#### WHAT YOU ARE ASKED TO DO:
Below are records; please give the number of their lines that contain the string "Elevation", and only that number.

Items listed in a dataset:
┌──

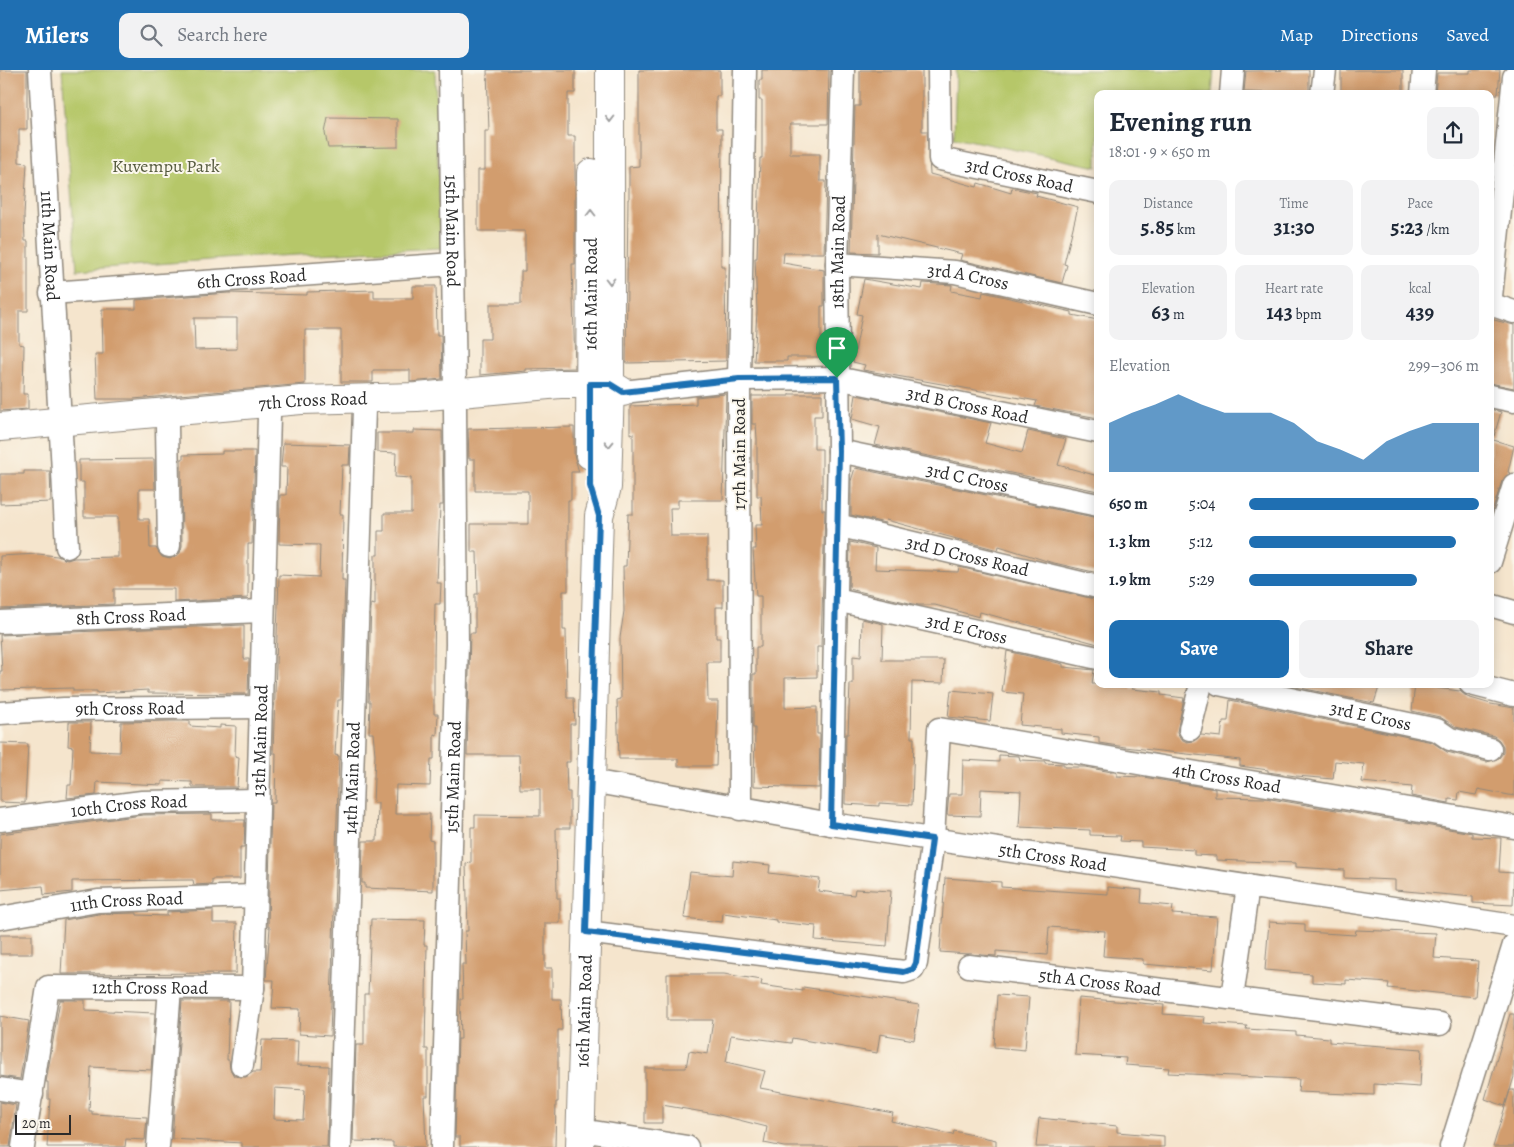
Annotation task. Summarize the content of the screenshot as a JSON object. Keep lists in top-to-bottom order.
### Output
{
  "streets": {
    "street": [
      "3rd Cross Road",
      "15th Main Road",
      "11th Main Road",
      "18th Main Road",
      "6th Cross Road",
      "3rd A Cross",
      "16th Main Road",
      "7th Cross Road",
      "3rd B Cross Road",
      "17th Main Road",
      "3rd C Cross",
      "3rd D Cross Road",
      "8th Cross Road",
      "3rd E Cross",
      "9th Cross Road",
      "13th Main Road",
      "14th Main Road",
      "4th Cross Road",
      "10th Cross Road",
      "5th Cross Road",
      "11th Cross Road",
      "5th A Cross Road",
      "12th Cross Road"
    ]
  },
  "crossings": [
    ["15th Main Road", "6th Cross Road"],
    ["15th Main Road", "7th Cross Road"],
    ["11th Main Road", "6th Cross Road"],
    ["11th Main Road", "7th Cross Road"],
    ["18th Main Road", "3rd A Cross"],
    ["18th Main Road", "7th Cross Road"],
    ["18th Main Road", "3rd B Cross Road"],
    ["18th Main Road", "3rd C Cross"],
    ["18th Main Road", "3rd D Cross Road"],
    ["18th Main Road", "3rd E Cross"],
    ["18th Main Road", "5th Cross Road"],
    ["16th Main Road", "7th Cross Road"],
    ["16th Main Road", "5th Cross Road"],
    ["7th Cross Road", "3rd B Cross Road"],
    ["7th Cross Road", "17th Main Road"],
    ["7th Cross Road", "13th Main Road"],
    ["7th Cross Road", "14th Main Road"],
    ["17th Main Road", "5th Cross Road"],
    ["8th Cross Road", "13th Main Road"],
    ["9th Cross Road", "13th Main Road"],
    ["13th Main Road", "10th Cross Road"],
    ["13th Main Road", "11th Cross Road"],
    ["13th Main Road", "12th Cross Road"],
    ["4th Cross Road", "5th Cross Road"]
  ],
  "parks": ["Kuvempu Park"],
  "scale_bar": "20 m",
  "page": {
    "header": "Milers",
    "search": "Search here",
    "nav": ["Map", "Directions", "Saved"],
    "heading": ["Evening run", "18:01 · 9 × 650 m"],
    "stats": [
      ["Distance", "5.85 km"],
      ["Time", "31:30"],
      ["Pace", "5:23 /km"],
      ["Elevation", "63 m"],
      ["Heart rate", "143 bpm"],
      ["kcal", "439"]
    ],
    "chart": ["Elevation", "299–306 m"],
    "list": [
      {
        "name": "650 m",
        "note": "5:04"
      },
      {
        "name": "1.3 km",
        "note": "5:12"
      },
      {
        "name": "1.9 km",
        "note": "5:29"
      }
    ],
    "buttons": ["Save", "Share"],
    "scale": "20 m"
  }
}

└──

#### RESULT BELOW:
2